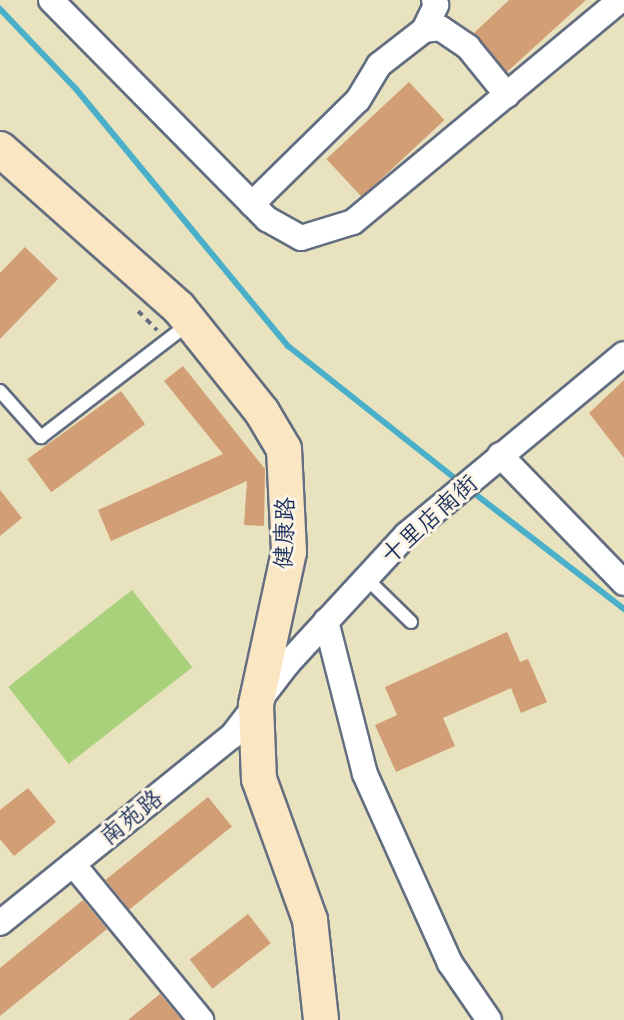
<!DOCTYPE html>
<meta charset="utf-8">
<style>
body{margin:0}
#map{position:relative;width:624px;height:1020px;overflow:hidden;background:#e8e2bf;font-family:Delius,"LXGW WenKai TC",sans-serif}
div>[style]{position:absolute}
.green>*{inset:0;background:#a9d17c;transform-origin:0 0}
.stream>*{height:6px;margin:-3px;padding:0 3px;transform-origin:3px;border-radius:3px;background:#4ab0c9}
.building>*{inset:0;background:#d29e76;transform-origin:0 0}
.path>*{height:4px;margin-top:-2px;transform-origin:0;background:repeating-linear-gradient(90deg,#636e80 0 6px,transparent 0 12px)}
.roads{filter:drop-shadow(2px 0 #636e80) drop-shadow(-2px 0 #636e80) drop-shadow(0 2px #636e80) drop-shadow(0 -2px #636e80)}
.service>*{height:12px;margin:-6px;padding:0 6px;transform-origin:6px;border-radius:6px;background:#fff}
.minor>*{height:24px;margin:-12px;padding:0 12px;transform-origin:12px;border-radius:12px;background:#fff}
.secondary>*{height:34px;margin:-17px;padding:0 17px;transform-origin:17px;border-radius:17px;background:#fbe6c4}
span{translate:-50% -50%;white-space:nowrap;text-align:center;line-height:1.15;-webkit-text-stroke:6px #fcf5e5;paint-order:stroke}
.street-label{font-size:24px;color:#1b2f5e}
</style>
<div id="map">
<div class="green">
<i style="left:132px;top:590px;width:98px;height:157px;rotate:52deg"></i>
</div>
<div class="stream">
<i style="left:0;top:9px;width:110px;rotate:46.5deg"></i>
<i style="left:76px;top:89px;width:333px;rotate:50.5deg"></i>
<i style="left:288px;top:346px;width:221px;rotate:38.4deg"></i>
<i style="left:470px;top:490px;width:195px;rotate:37.7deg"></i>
</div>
<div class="building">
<i style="clip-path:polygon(509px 0,586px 0,507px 72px,474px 33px)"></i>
<i style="left:409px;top:82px;width:52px;height:113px;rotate:47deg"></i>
<i style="clip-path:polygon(25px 247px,58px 279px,0 339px,0 273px)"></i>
<i style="clip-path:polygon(183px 366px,265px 469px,264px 526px,244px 525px,247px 481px,111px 541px,98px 510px,223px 454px,164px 381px)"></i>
<i style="clip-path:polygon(624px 380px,624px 458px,589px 413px)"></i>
<i style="left:121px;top:391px;width:41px;height:116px;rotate:54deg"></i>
<i style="clip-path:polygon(0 490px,22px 518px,0 536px)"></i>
<i style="clip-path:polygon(507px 632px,520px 662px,528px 659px,547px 702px,521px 713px,511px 688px,443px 718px,455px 746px,396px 772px,375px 725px,397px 715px,385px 687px)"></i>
<i style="clip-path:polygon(28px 788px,56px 822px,14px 856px,0 839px,0 810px)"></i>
<i style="left:208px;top:797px;width:38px;height:132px;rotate:51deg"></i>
<i style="clip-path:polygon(83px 900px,107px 929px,0 1016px,0 968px)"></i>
<i style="left:248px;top:914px;width:37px;height:74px;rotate:52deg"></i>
<i style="clip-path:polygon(160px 994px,182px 1020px,128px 1020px)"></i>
</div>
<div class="path">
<i style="left:138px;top:311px;width:27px;rotate:45deg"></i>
</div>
<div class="roads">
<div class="service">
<i style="left:0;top:391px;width:62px;rotate:48.3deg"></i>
<i style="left:41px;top:437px;width:185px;rotate:-37.5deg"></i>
<i style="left:366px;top:578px;width:63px;rotate:44.4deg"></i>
</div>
<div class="minor">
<i style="left:51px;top:0;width:308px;rotate:45.4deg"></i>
<i style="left:267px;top:219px;width:39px;rotate:29deg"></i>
<i style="left:301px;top:238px;width:54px;rotate:-17.1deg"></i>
<i style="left:353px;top:222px;width:347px;rotate:-39.7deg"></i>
<i style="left:424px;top:30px;width:28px;rotate:-64deg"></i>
<i style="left:436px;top:5px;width:5px;rotate:-112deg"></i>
<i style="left:252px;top:204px;width:148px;rotate:-44.5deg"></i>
<i style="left:358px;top:100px;width:41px;rotate:-59deg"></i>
<i style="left:379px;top:65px;width:57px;rotate:-37.9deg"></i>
<i style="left:424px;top:30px;width:16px;rotate:-7deg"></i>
<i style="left:440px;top:28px;width:34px;rotate:34deg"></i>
<i style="left:468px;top:47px;width:62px;rotate:50.9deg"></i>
<i style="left:500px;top:455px;width:178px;rotate:45.9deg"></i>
<i style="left:326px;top:621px;width:158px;rotate:75.7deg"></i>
<i style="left:365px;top:774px;width:207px;rotate:65.8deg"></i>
<i style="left:450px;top:963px;width:69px;rotate:55.6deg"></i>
<i style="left:73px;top:864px;width:202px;rotate:50.6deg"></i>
<i style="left:0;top:923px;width:298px;rotate:-38.9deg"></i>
<i style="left:232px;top:736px;width:92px;rotate:-52.5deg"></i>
<i style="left:288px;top:663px;width:174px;rotate:-47.3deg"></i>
<i style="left:406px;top:535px;width:283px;rotate:-39.7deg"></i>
</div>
<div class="secondary">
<i style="left:0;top:149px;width:239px;rotate:41.6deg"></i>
<i style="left:179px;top:308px;width:133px;rotate:51.4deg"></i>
<i style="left:262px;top:412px;width:43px;rotate:59.3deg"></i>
<i style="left:284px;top:449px;width:103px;rotate:87.2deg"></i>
<i style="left:289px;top:552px;width:157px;rotate:102.2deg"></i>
<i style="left:256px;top:705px;width:74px;rotate:87.7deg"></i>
<i style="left:259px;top:779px;width:150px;rotate:70.1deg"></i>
<i style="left:310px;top:920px;width:101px;rotate:83.7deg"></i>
</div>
</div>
<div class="street-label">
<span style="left:429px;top:519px;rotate:-42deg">十里店南街</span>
<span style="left:284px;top:533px;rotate:-88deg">健康路</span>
<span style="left:131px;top:817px;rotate:-39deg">南苑路</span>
</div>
</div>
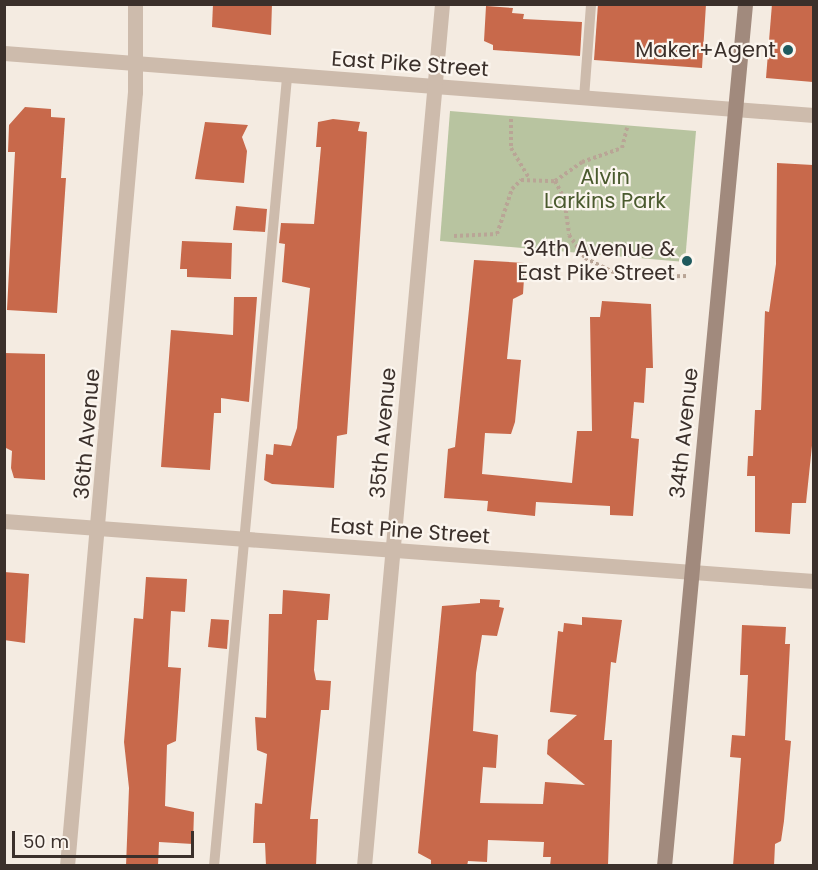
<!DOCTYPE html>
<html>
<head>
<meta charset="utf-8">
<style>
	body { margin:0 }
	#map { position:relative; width:818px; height:870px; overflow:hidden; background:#f4ebe1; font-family:Poppins,sans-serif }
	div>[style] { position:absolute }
	.green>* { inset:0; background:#b8c4a0 }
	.building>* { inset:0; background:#c8694b }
	.path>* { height:4px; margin-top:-2px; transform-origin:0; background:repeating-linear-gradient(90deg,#b9a596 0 3px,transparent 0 6px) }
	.lane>* { height:10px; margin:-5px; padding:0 5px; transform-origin:5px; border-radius:5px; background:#cdbbac }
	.street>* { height:15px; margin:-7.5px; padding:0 7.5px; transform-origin:7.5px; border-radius:7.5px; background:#cdbbac }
	.secondary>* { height:15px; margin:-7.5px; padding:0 7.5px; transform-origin:7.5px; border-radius:7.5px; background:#a18a7d }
	.dots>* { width:16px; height:16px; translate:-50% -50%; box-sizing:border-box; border:3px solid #fbf5ee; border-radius:50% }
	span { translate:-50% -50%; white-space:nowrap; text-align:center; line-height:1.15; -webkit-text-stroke:4.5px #fbf5ee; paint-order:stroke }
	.poi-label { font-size:21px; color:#3b302b }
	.right { translate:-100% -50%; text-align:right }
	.street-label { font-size:21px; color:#3b302b }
	.park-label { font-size:21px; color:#4a5a2e }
	.frame { position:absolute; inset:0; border:6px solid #3b302b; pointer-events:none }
	.scale { position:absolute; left:12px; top:831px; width:182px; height:27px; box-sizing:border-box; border:3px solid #3b302b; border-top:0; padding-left:8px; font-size:18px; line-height:21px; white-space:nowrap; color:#3b302b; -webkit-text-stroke:4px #fbf5ee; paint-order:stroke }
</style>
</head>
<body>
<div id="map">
	<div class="green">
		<i style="clip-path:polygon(450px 111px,696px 131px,685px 262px,440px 241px)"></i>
	</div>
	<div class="building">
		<i style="clip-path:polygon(213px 4px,272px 4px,271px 35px,212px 27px)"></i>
		<i style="clip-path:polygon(598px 4px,706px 4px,702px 68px,594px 60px)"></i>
		<i style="clip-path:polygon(772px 4px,813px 4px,813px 82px,766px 78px)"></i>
		<i style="clip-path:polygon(486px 6px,513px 8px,512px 13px,524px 14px,523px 19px,582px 22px,580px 56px,493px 50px,493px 45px,484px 41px)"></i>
		<i style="clip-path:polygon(25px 107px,51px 109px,51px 117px,65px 118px,61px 178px,66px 178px,57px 313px,7px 310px,15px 152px,8px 152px,9px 125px)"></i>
		<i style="clip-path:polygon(333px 119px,360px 122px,358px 131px,367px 132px,347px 434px,337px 436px,334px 488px,272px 484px,264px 480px,266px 454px,273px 455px,274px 444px,291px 446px,297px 428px,310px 288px,282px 282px,285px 244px,279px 243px,281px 223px,314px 224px,321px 147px,316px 147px,318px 122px)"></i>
		<i style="clip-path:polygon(205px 122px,248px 125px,242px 137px,247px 151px,244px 183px,195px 179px)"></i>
		<i style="clip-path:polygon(777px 163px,813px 165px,813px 436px,806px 503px,792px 503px,790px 534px,755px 532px,755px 476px,747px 476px,748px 456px,753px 456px,755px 410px,761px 410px,765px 311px,769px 312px,776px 264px)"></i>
		<i style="clip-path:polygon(236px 206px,267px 209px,265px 232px,233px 230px)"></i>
		<i style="clip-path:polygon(182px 241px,232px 243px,231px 279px,187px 277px,187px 269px,180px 269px)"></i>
		<i style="clip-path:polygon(474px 260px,525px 263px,523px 294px,513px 299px,507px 359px,521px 360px,515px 422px,511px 434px,485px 433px,482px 474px,572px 483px,577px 431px,592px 431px,590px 317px,600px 317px,602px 301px,651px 304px,653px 368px,646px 368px,644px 403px,634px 402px,631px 438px,639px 439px,633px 516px,610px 515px,610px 506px,536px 502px,535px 516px,487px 511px,488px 501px,444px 498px,448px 449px,455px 447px)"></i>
		<i style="clip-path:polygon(234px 297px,257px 297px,249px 402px,221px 398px,221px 413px,214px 413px,210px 470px,161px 467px,171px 330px,233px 335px)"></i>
		<i style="clip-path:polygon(4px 353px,45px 354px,45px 480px,14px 478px,11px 468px,12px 451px,4px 447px)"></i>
		<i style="clip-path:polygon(4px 572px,29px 574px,25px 643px,4px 640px)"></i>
		<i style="clip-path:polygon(146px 577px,187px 579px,185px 612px,171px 611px,168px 667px,181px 668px,176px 741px,167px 745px,165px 806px,194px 812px,193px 844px,159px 842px,158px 866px,126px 866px,129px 788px,124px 742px,134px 618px,143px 619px)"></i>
		<i style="clip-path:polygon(283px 590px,330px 594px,328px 620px,317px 620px,314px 670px,316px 680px,331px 681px,329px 710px,321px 710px,310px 819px,318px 819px,316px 866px,266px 866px,265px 843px,253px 843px,255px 803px,262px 804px,267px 754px,257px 750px,255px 717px,266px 718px,269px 614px,282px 614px)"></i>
		<i style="clip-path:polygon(480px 599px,500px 600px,499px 607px,504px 608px,497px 636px,482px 635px,476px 673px,473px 731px,498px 735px,496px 768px,483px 767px,480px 803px,543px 804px,545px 782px,585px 785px,547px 754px,548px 740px,577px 715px,550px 712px,558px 631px,563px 632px,564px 623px,582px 625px,582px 617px,622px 620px,616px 663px,611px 662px,604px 740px,612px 740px,608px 866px,550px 866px,551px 857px,543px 857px,544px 842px,488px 840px,487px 862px,468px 861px,467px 866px,431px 866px,431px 860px,418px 853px,442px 606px,480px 603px)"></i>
		<i style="clip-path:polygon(211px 619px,229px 620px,227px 649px,208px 647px)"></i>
		<i style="clip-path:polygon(742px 625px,786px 627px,785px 644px,790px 644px,785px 740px,791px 741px,784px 821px,781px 841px,775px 844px,774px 866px,733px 866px,741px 758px,730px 757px,732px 735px,745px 736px,748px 675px,740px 675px)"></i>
	</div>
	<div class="path">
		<i style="left:511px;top:119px;width:29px;rotate:90deg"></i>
		<i style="left:511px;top:148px;width:35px;rotate:59deg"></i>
		<i style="left:555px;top:181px;width:33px;rotate:-35deg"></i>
		<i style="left:582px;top:162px;width:42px;rotate:-19.3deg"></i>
		<i style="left:622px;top:148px;width:21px;rotate:-76deg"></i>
		<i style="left:454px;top:236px;width:43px;rotate:-2.7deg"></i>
		<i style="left:497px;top:234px;width:47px;rotate:-71.6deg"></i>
		<i style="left:512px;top:189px;width:13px;rotate:-45deg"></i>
		<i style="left:521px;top:180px;width:34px;rotate:2deg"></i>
		<i style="left:555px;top:181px;width:19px;rotate:62deg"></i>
		<i style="left:564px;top:198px;width:37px;rotate:82deg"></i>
		<i style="left:569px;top:235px;width:28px;rotate:55deg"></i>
		<i style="left:585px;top:258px;width:42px;rotate:26.6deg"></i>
		<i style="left:623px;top:277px;width:65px;rotate:-0.9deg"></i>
	</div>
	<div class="lane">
		<i style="left:584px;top:98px;width:94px;rotate:-85.7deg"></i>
		<i style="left:214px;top:866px;width:792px;rotate:-84.71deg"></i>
	</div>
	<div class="street">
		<i style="left:4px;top:53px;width:812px;rotate:4.38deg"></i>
		<i style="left:4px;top:521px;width:812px;rotate:4.24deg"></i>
		<i style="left:67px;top:866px;width:777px;rotate:-84.98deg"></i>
		<i style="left:135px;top:92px;width:88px;rotate:-90deg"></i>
		<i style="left:364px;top:866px;width:866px;rotate:-84.83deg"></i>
	</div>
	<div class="secondary">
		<i style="left:664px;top:866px;width:866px;rotate:-84.63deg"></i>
	</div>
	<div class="dots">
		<i style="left:788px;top:50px;background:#1f5a5e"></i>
		<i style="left:687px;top:261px;background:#1f5a5e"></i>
	</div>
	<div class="poi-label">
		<span class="right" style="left:776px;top:50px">Maker+Agent</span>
		<span class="right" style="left:675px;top:261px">34th Avenue &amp;<br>East Pike Street</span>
	</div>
	<div class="street-label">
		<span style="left:410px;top:64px;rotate:4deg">East Pike Street</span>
		<span style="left:383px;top:433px;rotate:-85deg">35th Avenue</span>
		<span style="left:684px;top:433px;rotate:-84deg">34th Avenue</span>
		<span style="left:87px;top:434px;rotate:-85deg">36th Avenue</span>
		<span style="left:410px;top:531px;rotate:4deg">East Pine Street</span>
	</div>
	<div class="park-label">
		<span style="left:605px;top:189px">Alvin<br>Larkins Park</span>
	</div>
	<div class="frame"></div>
	<div class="scale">50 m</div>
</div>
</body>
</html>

════

_What to work on_. Pull each line containing "family" from the records.

_Exercise output_.
#map{position:relative;width:624px;height:1020px;overflow:hidden;background:#e8e2bf;font-family:Delius,"LXGW WenKai TC",sans-serif}
	#map { position:relative; width:818px; height:870px; overflow:hidden; background:#f4ebe1; font-family:Poppins,sans-serif }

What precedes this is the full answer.